La situazione attuale
Da quando le denunce sono state portate avanti con determinazione, molti rapporti investigativi hanno evidenziato zone d’ombra nelle attività del WWF in quella parte d’Africa. Fra questi, un rapporto di UN Development Programme che ha posto l’attenzione sulle violenze dei funzionari supportati dal WWF. Lo stesso UNDP ha deciso di abbandonare il progetto proprio a causa delle violazioni dei diritti dei Baka emerse dall’indagine.
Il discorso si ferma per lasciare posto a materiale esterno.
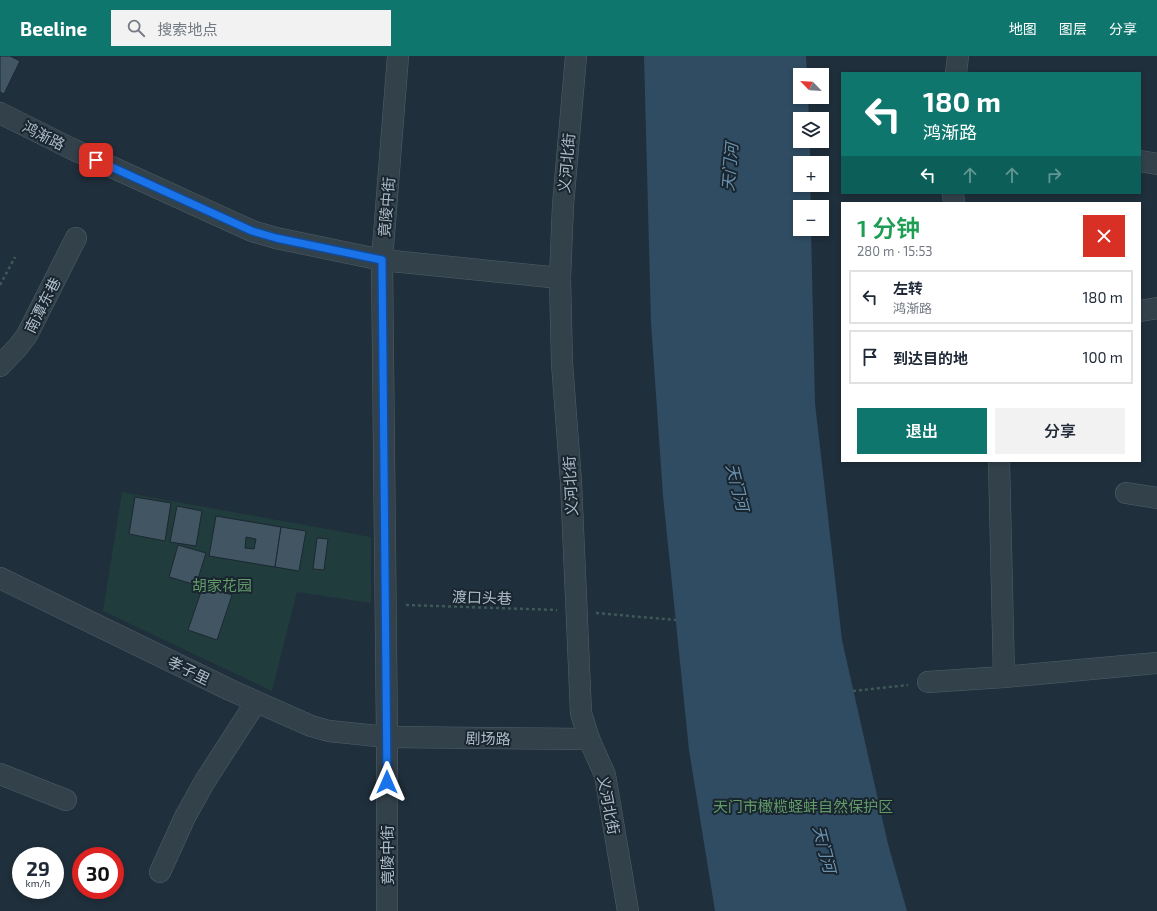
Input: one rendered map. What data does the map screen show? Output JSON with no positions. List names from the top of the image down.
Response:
{
  "streets": {
    "street": [
      "鸿渐路",
      "义河北街",
      "竟陵中街",
      "南潭东巷",
      "孝子里",
      "剧场路"
    ],
    "path": ["渡口头巷"]
  },
  "crossings": [
    ["鸿渐路", "义河北街"],
    ["鸿渐路", "竟陵中街"],
    ["义河北街", "渡口头巷"],
    ["义河北街", "剧场路"],
    ["竟陵中街", "渡口头巷"],
    ["竟陵中街", "孝子里"],
    ["竟陵中街", "剧场路"],
    ["孝子里", "剧场路"]
  ],
  "water": ["天门河"],
  "parks": ["胡家花园", "天门市橄榄蛏蚌自然保护区"],
  "north": "top left",
  "page": {
    "header": "Beeline",
    "search": "搜索地点",
    "nav": ["地图", "图层", "分享"],
    "map_buttons": ["+", "−"],
    "turn": ["180 m", "鸿渐路"],
    "heading": ["1 分钟", "280 m · 15:53"],
    "list": [
      {
        "name": "左转",
        "note": "鸿渐路",
        "value": "180 m"
      },
      {
        "name": "到达目的地",
        "value": "100 m"
      }
    ],
    "buttons": ["退出", "分享"],
    "speed": "29 km/h",
    "limit": "30"
  }
}
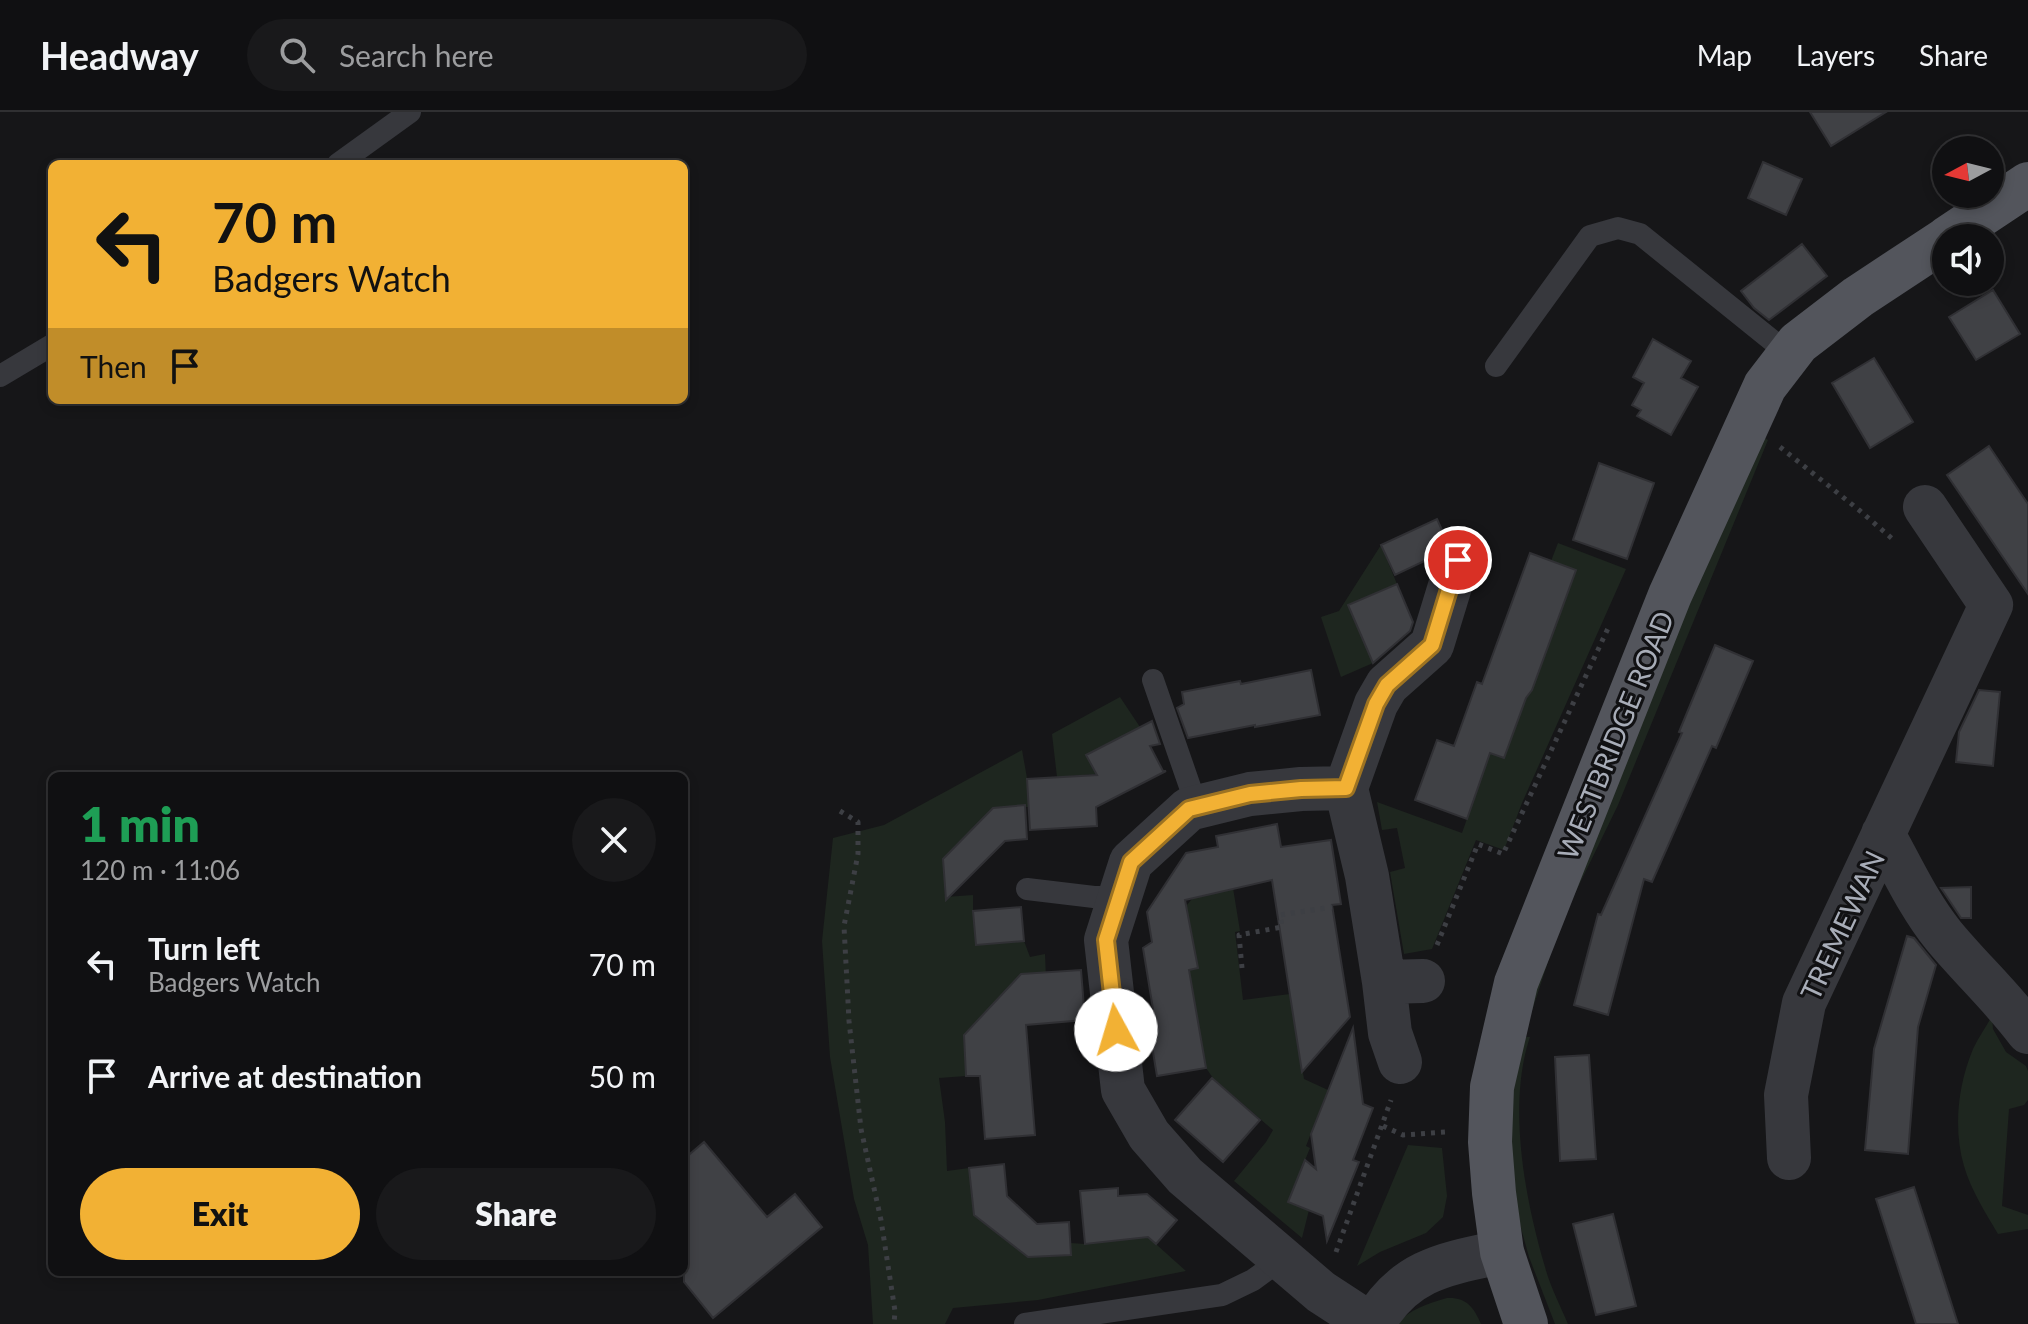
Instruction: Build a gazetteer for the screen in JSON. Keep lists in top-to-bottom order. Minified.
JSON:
{"streets":{"main road":["WESTBRIDGE ROAD"],"street":["TREMEWAN"]},"north":"left","page":{"header":"Headway","search":"Search here","nav":["Map","Layers","Share"],"turn":["70 m","Badgers Watch"],"then":"Then","heading":["1 min","120 m · 11:06"],"list":[{"name":"Turn left","note":"Badgers Watch","value":"70 m"},{"name":"Arrive at destination","value":"50 m"}],"buttons":["Exit","Share"]}}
Più recentemente, vediamo la Commissione Europea sospendere il finanziamento al progetto Messok Dja nel 2020.
La risposta del WWF alle accuse mosse da Survival è stata molto perentoria. Il WWF ha negato ogni coinvolgimento in presunti soprusi e ha sottolineato quanto l’associazione abbia sempre collaborato con le popolazioni locali dei luoghi in cui è intervenuta. Aggiungendo che WWF ha sempre condotto una dura battaglia contro i crimini sulla natura e sulle popolazioni indigene di tutto il mondo. Secondo WWF, la campagna di Survival è assurda e strumentale, volta solo a ottenere popolarità.
Sempre WWF ha dichiarato che alcuni Baka fermati dai guardiacaccia sono in realtà bracconieri. Questo fa ulteriormente riflettere. Le tribù native sono trattate alla stregua di criminali. I Baka non hanno mai rappresentato una minaccia alla flora e alla fauna del luogo, e la loro attività di caccia e pesca non è massiva o sportiva bensì volta a sfamare le famiglie. I Baka cacciano e pescano tradizionalmente, utilizzando frecce avvelenate, lance e trappole per la selvaggina, o portando con loro cani da caccia. Un probabile coinvolgimento dei Baka nel bracconaggio potrebbe semmai riferirsi a individui Baka che hanno fatto da guida ai bracconieri arrivati dall’estero, e che sono - loro - una delle vere minacce per il polmone verde africano.